Wow, my last post was in October and it is now December. I feel a bit guilty about this, but frankly nothing I particularly wanted to talk about happened. I know, I know, some of you are saying "But Chris, what about the election!" or "Chris, you wife got COVID-19!". These things and lost of other things happened, but I just did not want to talk about them. I just kind of shelled up as the shit started to pile up, insulating myself from the bad things happening around me. I know this is not the healthiest way to deal with things, but I think now that the worst of it has passed, I will be fine. On the other hand, I did express myself pretty regularly on Facebook, so I have not been entirely silent.
The Election: Biden won, whew, bullet dodged. Trump will be gone in a few weeks, hopefully we can get this country back on track and Republicans can start feeling some shame for what they did these last 4 years.
COVID-19: My wife contracted COVID-19 from an idiot anti-mask co-worker. Yes, if you are one of those anti-mask people, you are a fucking moron and I ask that you do not procreate. This was a difficult time for us, this was definitely not "Just like the flu", this lasted 6 weeks, where there were times I thought I was going to have to take her to the hospital because she was having trouble breathing. Again, if you are one of those people, go fuck yourself.
Friends: My friends lives have been in turmoil to say the least I have two friends who are in the middle of divorces, no not from each other. I also had a friend loose her job, to make it worse her live in boyfriend caught COVID-19 and then gave it to her.
Dungeons & Dragons: So I has a spat of bad game sessions over the last month, both in my own campaign and the campaign I playing in.
In my own campaign, we put our foot back into Advanced Dungeons & Dragons 1E and Hackmaster, this was a mistake, none of us could really get back into it after playing D&D 5E. The old games are cool in retrospect, but really those old game mechanics suck and I think it detracted from the game, which lead to several sessions bad sessions where none of us could get into it and the final game ended in a near Total Party Kill and we decided to give it up.

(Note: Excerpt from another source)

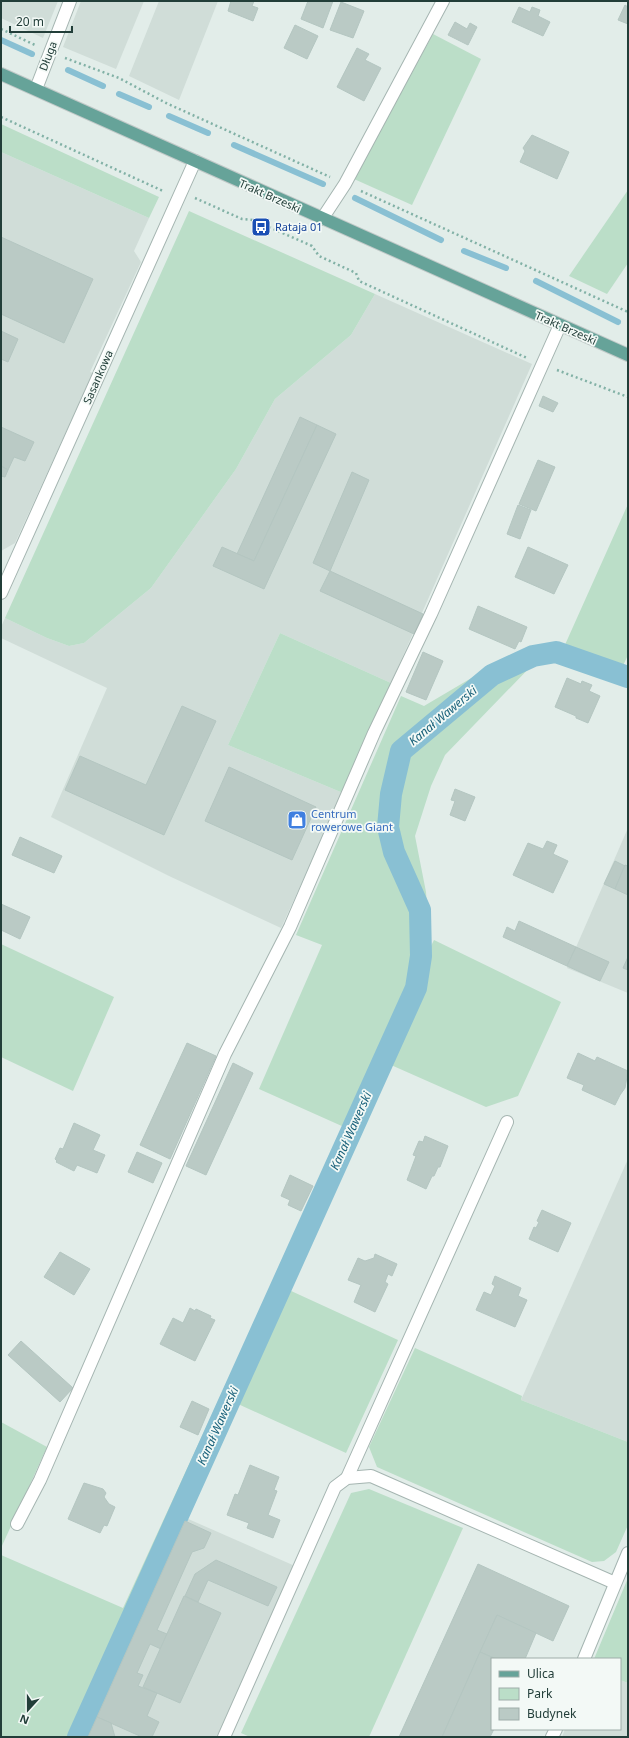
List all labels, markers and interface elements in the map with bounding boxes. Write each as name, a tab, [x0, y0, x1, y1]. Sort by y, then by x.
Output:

In the campaign I am playing in, there are a couple of factors bothering me. First, I was not particularly happy with my character, which was 100% my own fault. When I built Du Lac, I did not want to optimize him to be a killing machine, instead I focused on making him a interesting character. Instead he ended up being terribly ineffective and terribly boring to play. The second issue I had, was in our last campaign, I dominated the game. I was the party leader and i directed the flow of play, as the DM put it, I was the puppet master. So when we started a new campaign, I wanted to be in the background, let the other players have their turn in the spot light, this did not go as planned at all.
In my own campaign, we started over with 5E, beginning as Zero level characters, writing the backstories of everyone to explain how they became adventurers. In the game I am playing, I have changed characters and I have taken the reigns of the party again. In both games I am now enjoying myself again, which I am very happy about. D&D is almost my only outlet these days, so disappointing games bother me a lot.
2020?: So what can i say, 2020 is finally coming to an end. I cannot honestly say this has been the worst year of my life, because it is not even close. I cannot honestly complain a whole lot about it, because I know many people are have a much rougher year than I am. I still have my job, I still have my wife, I still have friends, and some how I managed to avoid getting COVID-19. So while 2020 has not been a great year, I will survive.